Le Nationalisme et le colonialisme : il pousse les nations de l’Europe à envahir des pays inoffensifs (Afrique, Asie) pour les asservir, pour les massacrer s’ils résistent, « toujours en alléguant un prétexte dérisoire, celui de châtier leur insolence… C’est sans remords que les pays qu’on appelle chrétiens commettent ces crimes qu’ils décorent du nom de politique [p. XXI] coloniale ». Or ce n’est pas la vraie civilisation qu’on apporte aux peuples asservis : c’est l’opium, le rhum, et les armes, « ce qui ruine et ce qui détruit, au moral comme au physique… Cette civilisation, en fondant sur ces peuples, leur enlève souvent plus que des coutumes barbares, elle les dépouille de leur vieille et respectable moralité ». (Il a fallu plus de soixante ans pour que l’Europe commence à le soupçonner…)5

Enfin la science et la technique nationalisées : Le « caporalisme stupide, cette variété très inférieure dans l’espèce césarienne » va vous broyer, « vous et vos libertés nationales… Encore un peu de temps, et l’homme aura, grâce à la science, des moyens si prodigieux de faire le mal qu’il ne pourra être sauvé de lui-même, au milieu d’épouvantables désastres, que par une intervention divine ». (On sent que Dunant juge cette dernière fort peu probable.)

Dans les conflits qui se préparent, inévitables désormais, les peuples dits civilisés seront entrainés bon gré mal gré (d’où guerres mondiales) et jetés à une forme de barbarie nouvelle : « la barbarie scientifique ». En effet, « de toutes les inventions, il n’en est pas que le genre humain se soit plus appliqué à perfectionner que celle dont le but est le meurtre en grand de nos semblables ». Car désormais « le progrès consiste dans la recherche des meilleurs engins de destruction ».

Les ministres cyniques ou prudents qui croyaient diriger le « concert des nations » et contrôler le système [p. XXII] si vis pacem tout en exaltant le Progrès, ce sont eux qui nageaient dans l’utopie : au moment où Dunant disparaît, ils courent vers le réveil tragique de l’été 1914, aboutissement normal, sinon fatal, de tout le système stato-nationaliste lentement mis au point par le xixe siècle.

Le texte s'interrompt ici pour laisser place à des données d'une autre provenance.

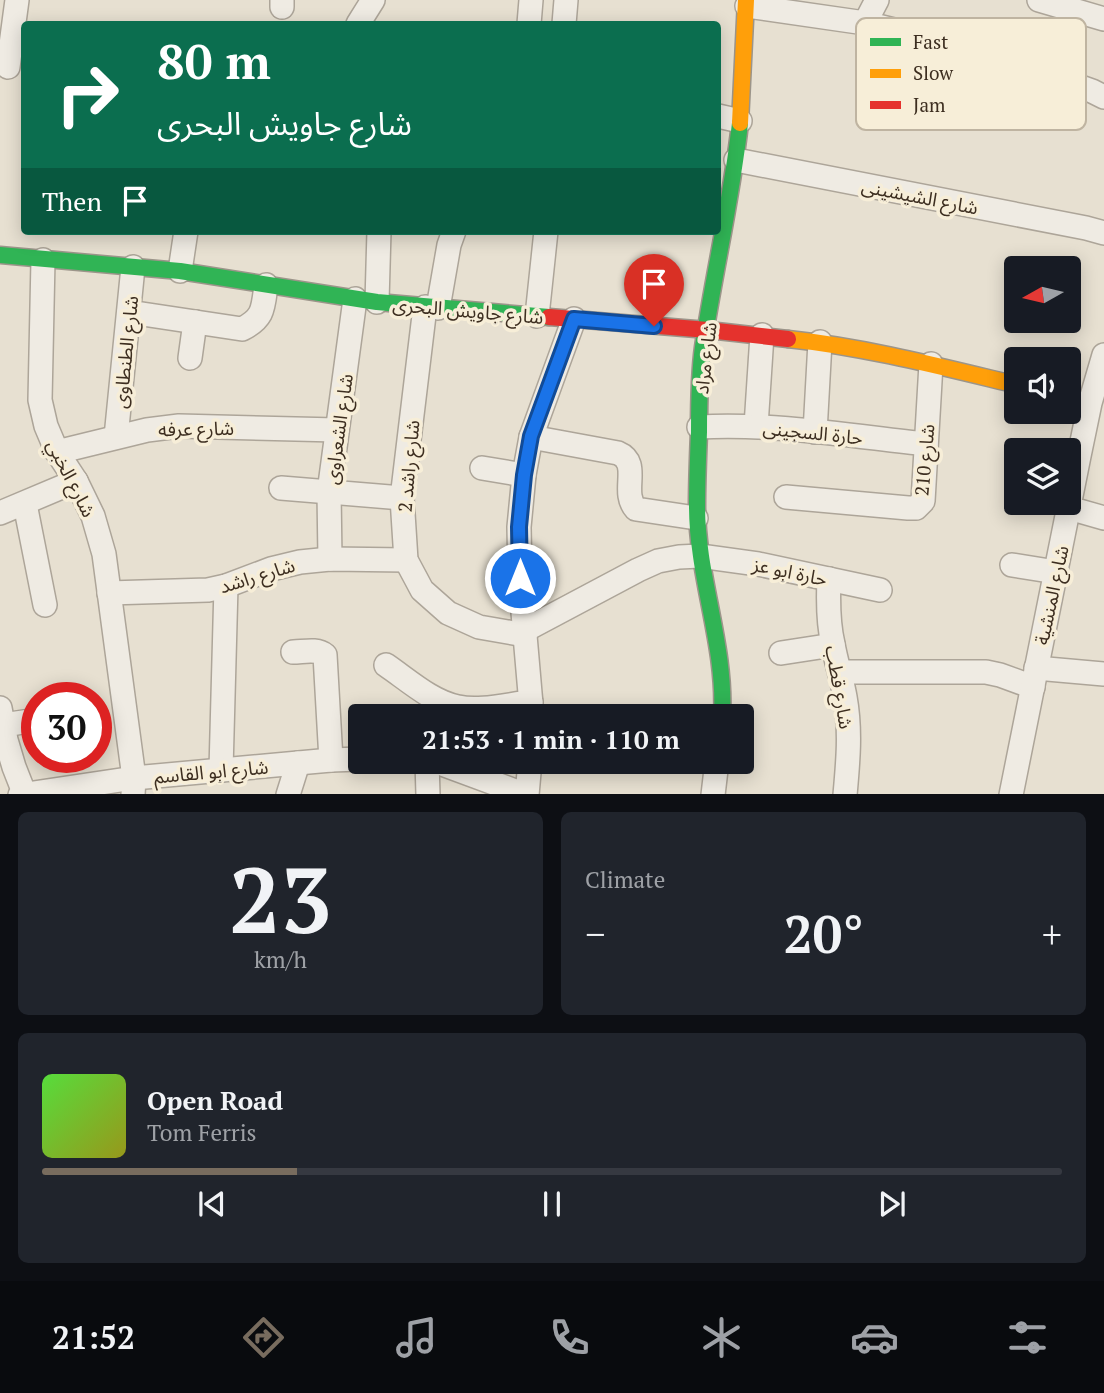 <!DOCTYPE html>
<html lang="en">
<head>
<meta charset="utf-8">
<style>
	body { margin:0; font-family:"PT Serif","Noto Sans Arabic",serif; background:#20242c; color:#f1f3f6; height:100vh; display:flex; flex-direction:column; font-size:26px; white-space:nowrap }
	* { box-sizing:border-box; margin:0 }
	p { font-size:23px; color:#9ea1a6 }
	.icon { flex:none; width:38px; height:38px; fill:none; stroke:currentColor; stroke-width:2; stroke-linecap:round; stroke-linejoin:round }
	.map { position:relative; height:794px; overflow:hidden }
	.sheet { display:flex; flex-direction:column; gap:18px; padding:18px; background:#0d0f14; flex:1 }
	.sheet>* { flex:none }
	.hud { position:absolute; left:21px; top:21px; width:700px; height:214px; border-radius:7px; box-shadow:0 4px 18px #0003; background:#0b6e4f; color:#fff; overflow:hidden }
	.needle { width:46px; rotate:262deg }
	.fabs { position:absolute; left:1004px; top:256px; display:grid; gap:14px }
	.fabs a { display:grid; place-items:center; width:77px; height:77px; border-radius:7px; background:#171b24; box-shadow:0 4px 18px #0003; font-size:35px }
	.speed { position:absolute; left:21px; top:682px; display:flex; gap:14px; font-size:35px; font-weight:700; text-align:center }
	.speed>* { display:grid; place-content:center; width:91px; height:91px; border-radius:50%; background:#171b24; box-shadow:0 4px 18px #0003; line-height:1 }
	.speed .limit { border:10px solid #d22; background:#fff; color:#111 }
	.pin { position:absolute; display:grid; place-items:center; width:60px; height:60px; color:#fff; margin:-72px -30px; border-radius:50% 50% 50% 0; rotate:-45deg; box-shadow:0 0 7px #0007 }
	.pin .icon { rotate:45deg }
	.me { position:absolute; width:77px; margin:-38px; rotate:0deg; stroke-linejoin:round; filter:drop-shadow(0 0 5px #0008) }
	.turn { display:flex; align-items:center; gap:24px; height:147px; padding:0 21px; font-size:32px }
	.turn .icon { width:91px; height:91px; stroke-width:2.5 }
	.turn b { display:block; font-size:49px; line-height:60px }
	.then { display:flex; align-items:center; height:66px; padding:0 21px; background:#0003; gap:14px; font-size:26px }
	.big { font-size:52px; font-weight:800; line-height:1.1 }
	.sheet .widget { flex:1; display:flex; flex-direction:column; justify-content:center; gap:10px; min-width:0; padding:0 24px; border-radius:10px; background:#20242c }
	.sheet .dial { align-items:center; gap:0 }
	.dial b { font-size:91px; line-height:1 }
	.song { display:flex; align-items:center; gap:21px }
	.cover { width:84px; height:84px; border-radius:10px; background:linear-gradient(135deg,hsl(110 70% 55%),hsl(60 70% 35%)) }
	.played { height:7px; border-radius:4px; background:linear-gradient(90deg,#786c5e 25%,#363941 25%) }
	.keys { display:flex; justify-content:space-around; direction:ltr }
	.heat { display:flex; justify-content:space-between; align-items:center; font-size:38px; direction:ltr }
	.sheet .tiles { flex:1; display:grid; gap:18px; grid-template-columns:1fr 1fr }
	.widget:last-child { grid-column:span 2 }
	.trip { position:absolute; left:348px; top:704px; width:406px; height:70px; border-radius:7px; background:#171b24; box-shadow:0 4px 18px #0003; font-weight:800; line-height:70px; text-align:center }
	.menu { display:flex; height:112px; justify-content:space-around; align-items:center; background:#090b0e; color:#9ea1a6 }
	.menu .icon { width:49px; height:49px }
	.menu .on { color:#786c5e }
	.menu b { font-size:32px; color:#f1f3f6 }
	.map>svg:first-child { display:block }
</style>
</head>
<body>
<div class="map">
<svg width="1104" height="795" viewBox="0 0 1104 795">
	<rect width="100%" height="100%" fill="#e7e0d1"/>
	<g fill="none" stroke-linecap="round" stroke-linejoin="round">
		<defs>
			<g id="street">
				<polyline points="1039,0 1104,19"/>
				<polyline points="747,6 865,23 980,51 1092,91 1104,97"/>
				<polyline points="282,7 282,0"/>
				<polyline points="865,23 877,0"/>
				<polyline points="358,24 373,0"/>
				<polyline points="529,24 531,0"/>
				<polyline points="564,24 566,0"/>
				<polyline points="8,67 17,0"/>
				<polyline points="718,116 740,121"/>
				<polyline points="736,160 1086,228 1104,233"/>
				<polyline points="43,260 40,400 46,426 57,452 76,481 93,516 104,554 134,778 133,795"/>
				<polyline points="180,271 186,231"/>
				<polyline points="377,302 379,231"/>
				<polyline points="425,307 402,498 406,560 422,590 448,613 479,627 525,635"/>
				<polyline points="438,308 449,245 454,231"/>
				<path d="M129,312L242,329C264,318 263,308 266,285"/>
				<polyline points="537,316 546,231"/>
				<polyline points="190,358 195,322"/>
				<polyline points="756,426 762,335"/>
				<path d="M699,427C775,423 851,436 926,444"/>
				<polyline points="815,432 820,342"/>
				<polyline points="116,437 133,267"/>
				<path d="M531,437L618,453C642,463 620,492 636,509L696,518"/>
				<polyline points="57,452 147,430 179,426 337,430"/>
				<polyline points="482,468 524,475"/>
				<polyline points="281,488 402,498"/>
				<polyline points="786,497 908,508 916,508 923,501 931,364"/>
				<polyline points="25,504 45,605"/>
				<polyline points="1069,508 1104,518"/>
				<polyline points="0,513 76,481"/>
				<polyline points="330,559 329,492 355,299"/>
				<polyline points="1012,565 1056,572"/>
				<path d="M829,579C828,601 828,623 833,644C836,662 842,679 845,697C851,730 848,762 845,795"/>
				<polyline points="109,593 208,590 226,586 271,569 300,562 330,559 406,560"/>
				<polyline points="525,630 638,570 658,561 679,557 700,556 758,564 880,590"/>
				<path d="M293,652C303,652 317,648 325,655L331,760"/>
				<polyline points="781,653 833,645"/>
				<path d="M386,665C408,680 432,702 458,707C480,712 509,704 531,702"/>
				<polyline points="1036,668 1104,674"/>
				<polyline points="840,672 986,672 1000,675 1033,687"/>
				<polyline points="0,708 6,740 14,767 25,795"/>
				<polyline points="532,716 520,578 519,527 524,475 531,437 574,319"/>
				<polyline points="3,725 37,720"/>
				<polyline points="427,761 428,795"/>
				<polyline points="434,761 526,795"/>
				<polyline points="221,770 226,586"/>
				<polyline points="20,795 134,778 331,760 360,759"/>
				<polyline points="288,795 298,763"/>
				<polyline points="527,795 530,761"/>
				<polyline points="713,795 717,761"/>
				<polyline points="1011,795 1079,456 1090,403 1104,355"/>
			</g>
			<g id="fast">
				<polyline points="0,255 180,271 377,302 549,317"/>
				<path d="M722,716C726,645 697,578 697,506C697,482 698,457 699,432C699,404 699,375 703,347C714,272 732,198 740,123"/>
			</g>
			<g id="slow">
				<polyline points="740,123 746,0"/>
				<path d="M788,339C865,347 942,367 1017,385"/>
			</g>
			<polyline id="jam" points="549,317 708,330 788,339"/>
		</defs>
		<!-- street casing -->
		<use href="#street" stroke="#ada599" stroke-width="26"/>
		<!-- fast casing -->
		<use href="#fast" stroke="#9c958a" stroke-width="19"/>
		<!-- slow casing -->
		<use href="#slow" stroke="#9c958a" stroke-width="19"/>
		<!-- jam casing -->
		<use href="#jam" stroke="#9c958a" stroke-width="19"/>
		<!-- street -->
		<use href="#street" stroke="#efebe3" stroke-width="23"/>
		<!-- fast -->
		<use href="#fast" stroke="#30b455" stroke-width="16"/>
		<!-- slow -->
		<use href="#slow" stroke="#ff9f0a" stroke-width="16"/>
		<!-- jam -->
		<use href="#jam" stroke="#e5322d" stroke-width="16"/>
	</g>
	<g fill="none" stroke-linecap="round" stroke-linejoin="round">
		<defs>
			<polyline id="route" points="520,578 519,527 524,475 531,436 574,319 654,326"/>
		</defs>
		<!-- route casing -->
		<use href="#route" stroke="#114b97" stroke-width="18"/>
		<!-- route -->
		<use href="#route" stroke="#1a73e8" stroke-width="12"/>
	</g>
	<g text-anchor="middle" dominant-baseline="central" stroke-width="7" stroke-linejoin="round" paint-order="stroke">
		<!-- street labels -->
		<g font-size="19" fill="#3d2e20" stroke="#f7eed8">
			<text transform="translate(920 196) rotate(11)">شارع الشيشينى</text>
			<text transform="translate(468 310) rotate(5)">شارع جاويش البحرى</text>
			<text transform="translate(125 352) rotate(-84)">شارع الطنطاوى</text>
			<text transform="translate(705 358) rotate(-83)">شارع مراد</text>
			<text transform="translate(196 428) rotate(-1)">شارع عرفه</text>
			<text transform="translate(338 429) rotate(-82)">شارع الشعراوى</text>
			<text transform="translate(813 432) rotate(6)">حارة السجينى</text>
			<text transform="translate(924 460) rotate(-85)">شارع 210</text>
			<text transform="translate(408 466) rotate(-85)">شارع راشد 2</text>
			<text transform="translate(72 478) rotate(63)">شارع الخبي</text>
			<text transform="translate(790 571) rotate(12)">حارة ابو عز</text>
			<text transform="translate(257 575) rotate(-17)">شارع راشد</text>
			<text transform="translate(1051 595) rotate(-78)">شارع المنشية</text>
			<text transform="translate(840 687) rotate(80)">شارع قطب</text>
			<text transform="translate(211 771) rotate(-5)">شارع ابو القاسم</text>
		</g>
	</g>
	<!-- legend -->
	<rect x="856" y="18" width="230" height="112" rx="10" fill="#f7eed8" stroke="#bfb4a1" stroke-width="2"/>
	<rect x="870" y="38" width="31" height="8" fill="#30b455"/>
	<rect x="870" y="69" width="31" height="9" fill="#ff9f0a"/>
	<rect x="870" y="101" width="31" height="8" fill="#e5322d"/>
	<g font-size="19" fill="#3d2e20">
		<text x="913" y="49">Fast</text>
		<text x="913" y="80">Slow</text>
		<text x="913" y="112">Jam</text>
	</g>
</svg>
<div class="fabs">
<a><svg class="needle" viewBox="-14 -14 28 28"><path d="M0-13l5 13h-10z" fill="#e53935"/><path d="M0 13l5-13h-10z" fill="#9ea1a6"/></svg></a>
<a><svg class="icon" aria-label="sound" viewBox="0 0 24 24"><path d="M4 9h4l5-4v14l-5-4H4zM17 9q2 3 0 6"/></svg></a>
<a><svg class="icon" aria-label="layers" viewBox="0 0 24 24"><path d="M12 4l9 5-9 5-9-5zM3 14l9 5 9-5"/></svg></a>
</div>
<div class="speed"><div class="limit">30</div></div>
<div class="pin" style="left:654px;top:326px;background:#d93025"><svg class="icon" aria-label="arrive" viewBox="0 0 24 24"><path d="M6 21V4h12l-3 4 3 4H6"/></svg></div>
<svg class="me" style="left:520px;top:578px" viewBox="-20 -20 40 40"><circle r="17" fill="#1a73e8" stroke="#fff" stroke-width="3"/><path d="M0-11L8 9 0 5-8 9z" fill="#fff"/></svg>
<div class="trip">21:53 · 1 min · 110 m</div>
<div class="hud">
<div class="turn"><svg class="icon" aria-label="right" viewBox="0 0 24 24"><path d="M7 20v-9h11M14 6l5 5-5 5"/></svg><div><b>80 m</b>شارع جاويش البحرى</div></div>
<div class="then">Then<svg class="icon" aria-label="arrive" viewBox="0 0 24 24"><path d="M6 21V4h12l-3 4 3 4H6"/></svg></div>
</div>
</div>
<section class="sheet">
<div class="tiles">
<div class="widget dial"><b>23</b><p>km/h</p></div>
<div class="widget"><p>Climate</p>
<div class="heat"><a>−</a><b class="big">20°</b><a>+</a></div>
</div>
<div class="widget">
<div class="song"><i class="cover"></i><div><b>Open Road</b><p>Tom Ferris</p></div></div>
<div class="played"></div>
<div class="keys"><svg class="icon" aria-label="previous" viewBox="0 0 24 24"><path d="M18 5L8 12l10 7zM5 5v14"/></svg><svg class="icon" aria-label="pause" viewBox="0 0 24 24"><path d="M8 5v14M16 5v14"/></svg><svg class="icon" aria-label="next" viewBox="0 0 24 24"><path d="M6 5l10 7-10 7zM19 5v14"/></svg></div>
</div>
</div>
</section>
<nav class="menu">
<b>21:52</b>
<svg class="icon on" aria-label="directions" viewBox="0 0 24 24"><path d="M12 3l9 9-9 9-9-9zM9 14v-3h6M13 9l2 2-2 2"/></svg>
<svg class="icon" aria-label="music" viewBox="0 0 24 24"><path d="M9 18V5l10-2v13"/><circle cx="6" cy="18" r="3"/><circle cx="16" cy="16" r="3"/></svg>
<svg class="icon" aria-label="phone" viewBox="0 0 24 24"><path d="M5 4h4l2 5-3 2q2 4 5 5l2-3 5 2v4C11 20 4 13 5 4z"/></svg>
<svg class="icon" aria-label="climate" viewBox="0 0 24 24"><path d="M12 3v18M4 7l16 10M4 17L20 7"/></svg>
<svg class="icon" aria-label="car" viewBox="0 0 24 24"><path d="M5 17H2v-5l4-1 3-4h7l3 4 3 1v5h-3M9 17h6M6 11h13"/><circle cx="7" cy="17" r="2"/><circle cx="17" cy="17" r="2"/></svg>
<svg class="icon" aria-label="filters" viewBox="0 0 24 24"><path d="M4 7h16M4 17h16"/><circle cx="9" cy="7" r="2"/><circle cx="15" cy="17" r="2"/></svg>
</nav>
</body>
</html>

Certes, Dunant, pas plus que tant d’autres prophètes du même temps, Jakob Burckhardt, Nietzsche, ou Georges Sorel, n’a rien pu contre le désastre où devaient s’abîmer tant de millions de jeunes hommes, tant de richesses et la puissance européenne, et les adorateurs de la force pêle-mêle avec les défenseurs de la justice. Mais cet enfer n’aura pas prévalu contre la vision juste d’un vieillard en colère, et qui avait fait en outre plus de bien qu’aucun homme de son siècle ou du nôtre.